Your instructions: Transcribe the entries, keeping every character the same.

Saved entries:
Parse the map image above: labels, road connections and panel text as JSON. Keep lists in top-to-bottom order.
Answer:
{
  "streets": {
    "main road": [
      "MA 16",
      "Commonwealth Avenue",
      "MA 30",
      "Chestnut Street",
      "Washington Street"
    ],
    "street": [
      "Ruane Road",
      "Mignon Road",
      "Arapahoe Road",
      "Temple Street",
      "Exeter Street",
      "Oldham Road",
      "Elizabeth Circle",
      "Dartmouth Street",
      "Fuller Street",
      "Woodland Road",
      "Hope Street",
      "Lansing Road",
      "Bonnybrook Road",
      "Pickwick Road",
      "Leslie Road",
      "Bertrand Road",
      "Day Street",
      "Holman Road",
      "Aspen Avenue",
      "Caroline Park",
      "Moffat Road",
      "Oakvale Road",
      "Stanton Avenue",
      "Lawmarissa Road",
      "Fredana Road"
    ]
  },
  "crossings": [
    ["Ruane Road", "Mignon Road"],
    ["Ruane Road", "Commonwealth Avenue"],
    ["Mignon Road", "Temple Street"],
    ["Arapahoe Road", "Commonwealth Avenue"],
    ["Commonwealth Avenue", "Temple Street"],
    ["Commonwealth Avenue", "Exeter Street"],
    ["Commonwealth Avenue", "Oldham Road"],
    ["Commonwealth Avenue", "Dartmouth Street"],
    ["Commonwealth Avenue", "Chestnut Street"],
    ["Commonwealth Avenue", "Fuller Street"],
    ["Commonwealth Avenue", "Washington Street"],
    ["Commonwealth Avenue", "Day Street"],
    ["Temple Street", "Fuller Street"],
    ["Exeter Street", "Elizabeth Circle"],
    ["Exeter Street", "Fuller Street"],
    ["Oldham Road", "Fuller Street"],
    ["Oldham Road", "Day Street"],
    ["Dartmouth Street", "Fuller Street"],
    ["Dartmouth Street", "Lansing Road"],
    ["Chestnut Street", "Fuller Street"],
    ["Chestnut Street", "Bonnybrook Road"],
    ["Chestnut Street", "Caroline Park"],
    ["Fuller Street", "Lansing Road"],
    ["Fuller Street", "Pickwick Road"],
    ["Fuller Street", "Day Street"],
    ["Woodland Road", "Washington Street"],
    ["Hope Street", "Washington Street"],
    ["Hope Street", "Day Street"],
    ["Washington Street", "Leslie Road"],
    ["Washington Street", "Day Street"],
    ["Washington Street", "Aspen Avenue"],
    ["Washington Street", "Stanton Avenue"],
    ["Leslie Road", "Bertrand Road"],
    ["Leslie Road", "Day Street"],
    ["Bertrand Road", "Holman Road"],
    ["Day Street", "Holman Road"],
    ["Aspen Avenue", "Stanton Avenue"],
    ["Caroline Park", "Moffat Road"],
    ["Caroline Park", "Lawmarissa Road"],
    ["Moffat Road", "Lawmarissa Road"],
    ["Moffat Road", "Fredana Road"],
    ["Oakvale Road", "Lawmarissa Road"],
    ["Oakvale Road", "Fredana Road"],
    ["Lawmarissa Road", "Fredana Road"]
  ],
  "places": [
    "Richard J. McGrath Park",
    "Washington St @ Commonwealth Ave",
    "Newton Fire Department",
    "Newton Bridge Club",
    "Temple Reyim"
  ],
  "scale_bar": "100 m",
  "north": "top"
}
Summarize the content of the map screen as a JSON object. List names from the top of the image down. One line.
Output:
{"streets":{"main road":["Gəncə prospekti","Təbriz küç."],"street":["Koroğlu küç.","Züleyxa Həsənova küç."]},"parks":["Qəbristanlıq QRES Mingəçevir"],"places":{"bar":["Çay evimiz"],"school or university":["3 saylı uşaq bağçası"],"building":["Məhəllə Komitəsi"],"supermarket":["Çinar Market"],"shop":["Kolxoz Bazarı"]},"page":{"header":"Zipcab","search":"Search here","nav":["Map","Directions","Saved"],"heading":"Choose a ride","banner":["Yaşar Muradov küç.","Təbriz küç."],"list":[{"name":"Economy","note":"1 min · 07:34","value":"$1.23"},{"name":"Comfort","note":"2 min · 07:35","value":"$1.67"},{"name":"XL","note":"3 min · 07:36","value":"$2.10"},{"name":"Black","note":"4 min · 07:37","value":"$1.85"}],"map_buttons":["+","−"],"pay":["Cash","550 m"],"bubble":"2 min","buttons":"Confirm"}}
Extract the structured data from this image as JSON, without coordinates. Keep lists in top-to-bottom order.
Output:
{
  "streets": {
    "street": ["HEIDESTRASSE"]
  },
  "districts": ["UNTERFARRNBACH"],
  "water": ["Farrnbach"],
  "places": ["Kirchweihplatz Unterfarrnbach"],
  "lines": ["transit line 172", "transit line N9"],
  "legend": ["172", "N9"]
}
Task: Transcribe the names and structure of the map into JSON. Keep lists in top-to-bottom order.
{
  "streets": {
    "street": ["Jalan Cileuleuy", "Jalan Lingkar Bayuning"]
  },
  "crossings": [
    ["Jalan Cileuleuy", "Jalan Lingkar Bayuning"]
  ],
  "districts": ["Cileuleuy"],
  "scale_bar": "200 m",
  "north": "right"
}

Result of the exercise:
Parse the map image above: labels, road connections and panel text as JSON. Keep lists in top-to-bottom order.
Answer:
{
  "streets": {
    "main road": [
      "MA 16",
      "Commonwealth Avenue",
      "MA 30",
      "Chestnut Street",
      "Washington Street"
    ],
    "street": [
      "Ruane Road",
      "Mignon Road",
      "Arapahoe Road",
      "Temple Street",
      "Exeter Street",
      "Oldham Road",
      "Elizabeth Circle",
      "Dartmouth Street",
      "Fuller Street",
      "Woodland Road",
      "Hope Street",
      "Lansing Road",
      "Bonnybrook Road",
      "Pickwick Road",
      "Leslie Road",
      "Bertrand Road",
      "Day Street",
      "Holman Road",
      "Aspen Avenue",
      "Caroline Park",
      "Moffat Road",
      "Oakvale Road",
      "Stanton Avenue",
      "Lawmarissa Road",
      "Fredana Road"
    ]
  },
  "crossings": [
    ["Ruane Road", "Mignon Road"],
    ["Ruane Road", "Commonwealth Avenue"],
    ["Mignon Road", "Temple Street"],
    ["Arapahoe Road", "Commonwealth Avenue"],
    ["Commonwealth Avenue", "Temple Street"],
    ["Commonwealth Avenue", "Exeter Street"],
    ["Commonwealth Avenue", "Oldham Road"],
    ["Commonwealth Avenue", "Dartmouth Street"],
    ["Commonwealth Avenue", "Chestnut Street"],
    ["Commonwealth Avenue", "Fuller Street"],
    ["Commonwealth Avenue", "Washington Street"],
    ["Commonwealth Avenue", "Day Street"],
    ["Temple Street", "Fuller Street"],
    ["Exeter Street", "Elizabeth Circle"],
    ["Exeter Street", "Fuller Street"],
    ["Oldham Road", "Fuller Street"],
    ["Oldham Road", "Day Street"],
    ["Dartmouth Street", "Fuller Street"],
    ["Dartmouth Street", "Lansing Road"],
    ["Chestnut Street", "Fuller Street"],
    ["Chestnut Street", "Bonnybrook Road"],
    ["Chestnut Street", "Caroline Park"],
    ["Fuller Street", "Lansing Road"],
    ["Fuller Street", "Pickwick Road"],
    ["Fuller Street", "Day Street"],
    ["Woodland Road", "Washington Street"],
    ["Hope Street", "Washington Street"],
    ["Hope Street", "Day Street"],
    ["Washington Street", "Leslie Road"],
    ["Washington Street", "Day Street"],
    ["Washington Street", "Aspen Avenue"],
    ["Washington Street", "Stanton Avenue"],
    ["Leslie Road", "Bertrand Road"],
    ["Leslie Road", "Day Street"],
    ["Bertrand Road", "Holman Road"],
    ["Day Street", "Holman Road"],
    ["Aspen Avenue", "Stanton Avenue"],
    ["Caroline Park", "Moffat Road"],
    ["Caroline Park", "Lawmarissa Road"],
    ["Moffat Road", "Lawmarissa Road"],
    ["Moffat Road", "Fredana Road"],
    ["Oakvale Road", "Lawmarissa Road"],
    ["Oakvale Road", "Fredana Road"],
    ["Lawmarissa Road", "Fredana Road"]
  ],
  "places": [
    "Richard J. McGrath Park",
    "Washington St @ Commonwealth Ave",
    "Newton Fire Department",
    "Newton Bridge Club",
    "Temple Reyim"
  ],
  "scale_bar": "100 m",
  "north": "top"
}
Summarize the content of the map screen as a JSON object. List names from the top of the image down. One line.
Output:
{"streets":{"main road":["Gəncə prospekti","Təbriz küç."],"street":["Koroğlu küç.","Züleyxa Həsənova küç."]},"parks":["Qəbristanlıq QRES Mingəçevir"],"places":{"bar":["Çay evimiz"],"school or university":["3 saylı uşaq bağçası"],"building":["Məhəllə Komitəsi"],"supermarket":["Çinar Market"],"shop":["Kolxoz Bazarı"]},"page":{"header":"Zipcab","search":"Search here","nav":["Map","Directions","Saved"],"heading":"Choose a ride","banner":["Yaşar Muradov küç.","Təbriz küç."],"list":[{"name":"Economy","note":"1 min · 07:34","value":"$1.23"},{"name":"Comfort","note":"2 min · 07:35","value":"$1.67"},{"name":"XL","note":"3 min · 07:36","value":"$2.10"},{"name":"Black","note":"4 min · 07:37","value":"$1.85"}],"map_buttons":["+","−"],"pay":["Cash","550 m"],"bubble":"2 min","buttons":"Confirm"}}
Extract the structured data from this image as JSON, without coordinates. Keep lists in top-to-bottom order.
Output:
{
  "streets": {
    "street": ["HEIDESTRASSE"]
  },
  "districts": ["UNTERFARRNBACH"],
  "water": ["Farrnbach"],
  "places": ["Kirchweihplatz Unterfarrnbach"],
  "lines": ["transit line 172", "transit line N9"],
  "legend": ["172", "N9"]
}
Task: Transcribe the names and structure of the map into JSON. Keep lists in top-to-bottom order.
{
  "streets": {
    "street": ["Jalan Cileuleuy", "Jalan Lingkar Bayuning"]
  },
  "crossings": [
    ["Jalan Cileuleuy", "Jalan Lingkar Bayuning"]
  ],
  "districts": ["Cileuleuy"],
  "scale_bar": "200 m",
  "north": "right"
}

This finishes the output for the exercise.